Exploiter la série en post‑traitement
Pour le club, il est intéressant d’aborder le coucher de soleil non comme une seule photo isolée, mais comme une série construite. Un membre peut par exemple présenter 5 à 10 images qui montrent l’évolution de la lumière, de la lumière dorée à l’heure bleue. En développement RAW (Affinity Photo, Luminar Neo, etc.), l’objectif n’est pas de « inventer » un coucher de soleil spectaculaire, mais d’affiner ce que l’appareil a enregistré : ajuster légèrement l’exposition, le contraste, la saturation globale et éventuellement la courbe des tonalités pour faire ressortir les nuances du ciel et les détails des silhouettes. Le recadrage est un outil pédagogique intéressant : montrer comment un léger recadrage peut renforcer une ligne de force, mettre en valeur un sujet ou clarifier la lecture de l’image. Une séance de critique collective autour de ces recadrages aide les membres à mieux comprendre la relation entre composition sur le terrain et composition finale à l’écran.
Idées d’exercices pour une sortie « coucher de soleil »

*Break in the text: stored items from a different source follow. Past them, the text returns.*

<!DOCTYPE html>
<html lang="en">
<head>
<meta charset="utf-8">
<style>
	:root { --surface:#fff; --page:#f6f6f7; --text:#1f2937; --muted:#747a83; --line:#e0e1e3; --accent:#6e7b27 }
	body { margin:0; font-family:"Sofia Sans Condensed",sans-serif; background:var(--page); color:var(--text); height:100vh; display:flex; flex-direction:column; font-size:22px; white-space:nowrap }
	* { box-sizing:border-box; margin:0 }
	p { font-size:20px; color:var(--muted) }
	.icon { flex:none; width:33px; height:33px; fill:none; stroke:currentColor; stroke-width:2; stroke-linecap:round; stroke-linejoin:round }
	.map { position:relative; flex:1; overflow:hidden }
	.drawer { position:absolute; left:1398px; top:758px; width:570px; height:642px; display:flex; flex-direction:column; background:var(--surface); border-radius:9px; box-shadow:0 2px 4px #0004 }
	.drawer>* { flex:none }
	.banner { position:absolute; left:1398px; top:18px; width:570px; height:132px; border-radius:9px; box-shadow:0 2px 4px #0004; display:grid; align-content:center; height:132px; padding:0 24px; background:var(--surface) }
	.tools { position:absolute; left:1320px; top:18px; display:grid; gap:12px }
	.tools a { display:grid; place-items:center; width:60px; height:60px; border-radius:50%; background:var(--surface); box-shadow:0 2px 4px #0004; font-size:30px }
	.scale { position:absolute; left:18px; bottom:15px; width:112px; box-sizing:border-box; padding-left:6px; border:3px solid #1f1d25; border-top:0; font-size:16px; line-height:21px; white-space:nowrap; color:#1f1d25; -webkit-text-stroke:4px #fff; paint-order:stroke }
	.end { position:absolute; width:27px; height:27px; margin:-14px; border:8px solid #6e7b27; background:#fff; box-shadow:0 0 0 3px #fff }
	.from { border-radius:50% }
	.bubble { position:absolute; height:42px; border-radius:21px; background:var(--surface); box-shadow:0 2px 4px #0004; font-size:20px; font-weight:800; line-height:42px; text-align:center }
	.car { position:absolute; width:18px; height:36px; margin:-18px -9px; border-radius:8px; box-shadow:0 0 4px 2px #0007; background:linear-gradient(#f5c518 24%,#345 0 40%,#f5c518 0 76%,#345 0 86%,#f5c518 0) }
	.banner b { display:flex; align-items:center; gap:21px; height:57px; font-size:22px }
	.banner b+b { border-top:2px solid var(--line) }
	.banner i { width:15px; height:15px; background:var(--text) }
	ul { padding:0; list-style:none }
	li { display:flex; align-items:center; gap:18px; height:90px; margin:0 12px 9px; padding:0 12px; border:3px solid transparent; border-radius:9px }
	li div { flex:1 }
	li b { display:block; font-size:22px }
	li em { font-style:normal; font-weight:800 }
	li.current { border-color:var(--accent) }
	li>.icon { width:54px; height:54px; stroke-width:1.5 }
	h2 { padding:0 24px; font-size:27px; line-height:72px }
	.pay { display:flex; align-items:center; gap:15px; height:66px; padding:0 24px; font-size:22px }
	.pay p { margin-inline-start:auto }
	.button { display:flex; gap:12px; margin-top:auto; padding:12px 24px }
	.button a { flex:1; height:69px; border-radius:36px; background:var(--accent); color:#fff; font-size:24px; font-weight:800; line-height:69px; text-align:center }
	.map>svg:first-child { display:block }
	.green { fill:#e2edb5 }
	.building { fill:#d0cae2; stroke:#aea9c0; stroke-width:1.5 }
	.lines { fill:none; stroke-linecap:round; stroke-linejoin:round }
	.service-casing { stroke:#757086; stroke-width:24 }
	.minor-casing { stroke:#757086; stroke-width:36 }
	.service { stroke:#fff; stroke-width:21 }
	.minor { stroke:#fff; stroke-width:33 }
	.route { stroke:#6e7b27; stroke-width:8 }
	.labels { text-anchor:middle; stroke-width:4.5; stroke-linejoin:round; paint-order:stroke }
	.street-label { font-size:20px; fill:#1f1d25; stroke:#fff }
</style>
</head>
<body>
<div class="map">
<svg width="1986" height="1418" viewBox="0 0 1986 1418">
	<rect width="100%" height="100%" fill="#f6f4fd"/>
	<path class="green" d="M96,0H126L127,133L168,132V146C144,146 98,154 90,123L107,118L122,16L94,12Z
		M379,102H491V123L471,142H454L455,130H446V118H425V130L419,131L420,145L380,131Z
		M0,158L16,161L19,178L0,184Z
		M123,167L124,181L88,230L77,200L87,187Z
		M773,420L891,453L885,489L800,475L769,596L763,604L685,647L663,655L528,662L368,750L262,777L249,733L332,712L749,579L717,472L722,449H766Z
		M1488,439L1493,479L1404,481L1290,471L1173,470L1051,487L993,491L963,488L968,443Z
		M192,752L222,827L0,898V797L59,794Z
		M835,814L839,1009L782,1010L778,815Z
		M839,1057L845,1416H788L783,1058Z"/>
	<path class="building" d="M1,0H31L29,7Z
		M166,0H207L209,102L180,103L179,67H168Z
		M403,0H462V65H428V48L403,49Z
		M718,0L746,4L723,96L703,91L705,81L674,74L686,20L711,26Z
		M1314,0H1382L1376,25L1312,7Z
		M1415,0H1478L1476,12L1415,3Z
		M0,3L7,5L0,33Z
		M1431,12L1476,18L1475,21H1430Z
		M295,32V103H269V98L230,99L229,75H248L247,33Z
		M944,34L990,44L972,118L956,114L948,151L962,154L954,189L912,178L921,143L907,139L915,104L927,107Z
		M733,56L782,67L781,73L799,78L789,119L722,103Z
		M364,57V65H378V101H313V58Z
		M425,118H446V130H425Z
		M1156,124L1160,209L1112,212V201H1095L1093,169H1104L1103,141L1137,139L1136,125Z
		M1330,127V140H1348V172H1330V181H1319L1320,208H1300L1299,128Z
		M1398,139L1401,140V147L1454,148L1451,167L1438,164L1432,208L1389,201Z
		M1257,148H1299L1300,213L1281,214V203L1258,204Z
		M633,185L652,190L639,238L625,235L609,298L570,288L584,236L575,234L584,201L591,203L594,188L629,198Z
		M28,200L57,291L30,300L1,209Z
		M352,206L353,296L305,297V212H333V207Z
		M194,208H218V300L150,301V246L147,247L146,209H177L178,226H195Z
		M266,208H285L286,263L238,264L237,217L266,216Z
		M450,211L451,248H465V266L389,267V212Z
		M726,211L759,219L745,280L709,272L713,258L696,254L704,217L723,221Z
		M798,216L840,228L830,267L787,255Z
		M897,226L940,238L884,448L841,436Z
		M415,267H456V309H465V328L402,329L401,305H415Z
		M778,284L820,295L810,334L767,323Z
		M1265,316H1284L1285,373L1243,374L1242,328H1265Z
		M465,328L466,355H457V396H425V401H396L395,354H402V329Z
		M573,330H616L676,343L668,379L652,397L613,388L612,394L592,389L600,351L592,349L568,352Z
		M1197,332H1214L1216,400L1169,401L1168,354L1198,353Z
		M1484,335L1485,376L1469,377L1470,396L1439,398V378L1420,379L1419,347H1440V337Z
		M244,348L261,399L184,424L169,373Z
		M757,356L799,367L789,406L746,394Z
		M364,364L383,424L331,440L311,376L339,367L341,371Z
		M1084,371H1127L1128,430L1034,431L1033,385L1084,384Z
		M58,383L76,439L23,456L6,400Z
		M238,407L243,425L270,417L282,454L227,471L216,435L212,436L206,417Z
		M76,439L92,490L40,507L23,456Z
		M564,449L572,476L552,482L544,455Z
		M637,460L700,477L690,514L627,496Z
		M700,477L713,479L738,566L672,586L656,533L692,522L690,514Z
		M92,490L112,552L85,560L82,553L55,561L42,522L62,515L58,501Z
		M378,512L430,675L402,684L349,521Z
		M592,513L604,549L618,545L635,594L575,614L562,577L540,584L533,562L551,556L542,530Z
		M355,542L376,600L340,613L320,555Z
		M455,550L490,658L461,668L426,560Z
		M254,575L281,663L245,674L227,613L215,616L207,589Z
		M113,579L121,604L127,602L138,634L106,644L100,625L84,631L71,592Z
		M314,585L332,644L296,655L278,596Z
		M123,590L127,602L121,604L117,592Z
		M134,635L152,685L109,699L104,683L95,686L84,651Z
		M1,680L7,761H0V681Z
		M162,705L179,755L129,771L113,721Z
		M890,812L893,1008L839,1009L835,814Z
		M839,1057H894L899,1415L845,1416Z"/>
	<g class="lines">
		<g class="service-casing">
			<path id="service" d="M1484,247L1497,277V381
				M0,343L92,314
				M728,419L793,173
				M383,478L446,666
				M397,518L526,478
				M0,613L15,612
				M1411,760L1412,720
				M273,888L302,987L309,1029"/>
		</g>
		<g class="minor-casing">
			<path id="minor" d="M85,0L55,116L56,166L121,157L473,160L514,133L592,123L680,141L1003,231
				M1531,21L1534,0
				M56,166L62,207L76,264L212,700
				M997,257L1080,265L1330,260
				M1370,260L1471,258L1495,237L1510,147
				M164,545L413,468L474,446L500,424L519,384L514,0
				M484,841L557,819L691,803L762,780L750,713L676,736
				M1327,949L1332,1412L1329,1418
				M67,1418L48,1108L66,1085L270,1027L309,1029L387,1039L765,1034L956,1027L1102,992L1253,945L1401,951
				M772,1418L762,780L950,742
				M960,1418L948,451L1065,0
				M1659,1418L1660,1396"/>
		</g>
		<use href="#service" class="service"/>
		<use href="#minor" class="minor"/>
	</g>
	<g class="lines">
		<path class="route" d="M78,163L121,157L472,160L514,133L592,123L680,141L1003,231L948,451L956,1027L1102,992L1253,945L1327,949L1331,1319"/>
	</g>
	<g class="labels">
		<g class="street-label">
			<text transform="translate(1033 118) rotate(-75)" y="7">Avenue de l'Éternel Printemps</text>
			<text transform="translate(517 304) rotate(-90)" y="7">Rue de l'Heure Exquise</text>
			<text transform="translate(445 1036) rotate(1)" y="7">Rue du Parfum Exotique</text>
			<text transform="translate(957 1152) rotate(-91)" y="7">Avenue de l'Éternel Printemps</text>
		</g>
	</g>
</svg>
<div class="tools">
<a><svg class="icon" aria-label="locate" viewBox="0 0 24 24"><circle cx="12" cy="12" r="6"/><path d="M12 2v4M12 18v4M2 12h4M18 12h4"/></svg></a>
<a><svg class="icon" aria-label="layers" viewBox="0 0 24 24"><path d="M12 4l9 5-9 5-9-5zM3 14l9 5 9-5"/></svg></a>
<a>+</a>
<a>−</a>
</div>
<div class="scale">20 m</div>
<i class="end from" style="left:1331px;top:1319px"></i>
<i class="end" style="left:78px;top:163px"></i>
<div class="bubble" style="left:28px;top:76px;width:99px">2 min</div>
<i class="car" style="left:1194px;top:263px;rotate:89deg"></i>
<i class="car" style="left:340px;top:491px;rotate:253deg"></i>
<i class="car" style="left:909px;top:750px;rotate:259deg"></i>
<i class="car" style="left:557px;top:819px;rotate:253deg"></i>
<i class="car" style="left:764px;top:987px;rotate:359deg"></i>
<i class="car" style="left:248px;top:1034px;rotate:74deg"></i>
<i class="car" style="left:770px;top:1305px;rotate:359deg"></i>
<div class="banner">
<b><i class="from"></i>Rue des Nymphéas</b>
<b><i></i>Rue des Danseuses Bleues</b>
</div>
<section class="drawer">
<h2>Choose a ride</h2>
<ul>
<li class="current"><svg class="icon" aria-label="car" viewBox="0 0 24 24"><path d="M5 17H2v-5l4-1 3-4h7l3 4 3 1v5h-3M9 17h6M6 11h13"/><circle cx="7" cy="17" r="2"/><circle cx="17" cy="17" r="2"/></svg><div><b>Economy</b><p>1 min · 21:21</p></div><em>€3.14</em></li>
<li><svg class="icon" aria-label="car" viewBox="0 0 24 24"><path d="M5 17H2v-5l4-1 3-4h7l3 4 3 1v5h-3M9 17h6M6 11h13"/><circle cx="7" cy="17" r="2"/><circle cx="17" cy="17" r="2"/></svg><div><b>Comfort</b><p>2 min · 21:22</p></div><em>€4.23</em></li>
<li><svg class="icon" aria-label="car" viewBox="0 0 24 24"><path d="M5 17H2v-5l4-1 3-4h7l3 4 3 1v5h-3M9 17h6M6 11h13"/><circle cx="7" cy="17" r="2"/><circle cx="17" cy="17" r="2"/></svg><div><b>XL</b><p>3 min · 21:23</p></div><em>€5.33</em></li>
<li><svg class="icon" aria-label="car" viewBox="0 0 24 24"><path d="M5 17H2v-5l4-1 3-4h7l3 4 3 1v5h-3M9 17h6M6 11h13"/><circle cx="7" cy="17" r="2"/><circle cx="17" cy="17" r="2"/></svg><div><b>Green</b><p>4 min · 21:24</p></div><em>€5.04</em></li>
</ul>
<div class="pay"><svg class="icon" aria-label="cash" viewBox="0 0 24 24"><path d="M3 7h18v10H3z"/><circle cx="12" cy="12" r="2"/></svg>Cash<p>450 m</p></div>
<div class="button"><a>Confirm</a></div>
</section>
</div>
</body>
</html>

Pour transformer ces principes en activité concrète, voici quelques pistes d’exercices que vous pouvez proposer lors d’une sortie consacrée au coucher de soleil :
- Série « trois phases » : chaque participant réalise au moins une image en lumière dorée, une au moment du coucher et une pendant l’heure bleue, puis les présente ensemble.
- Exercice « silhouettes » : exposer pour le ciel afin de créer des silhouettes graphiques, en travaillant la lisibilité des formes et la relation avec le cadre.
- Variation d’exposition : sur un même cadrage, réaliser plusieurs photos avec différentes corrections d’exposition (\(0\), \(-0{,}3\), \(-0{,}7\), \(-1\) IL) et comparer en séance critique le rendu des couleurs et des hautes lumières.
- Premier plan imposé : choisir un élément de premier plan (barrière, arbre, rocher) et l’utiliser comme base pour plusieurs compositions successives au fil du coucher.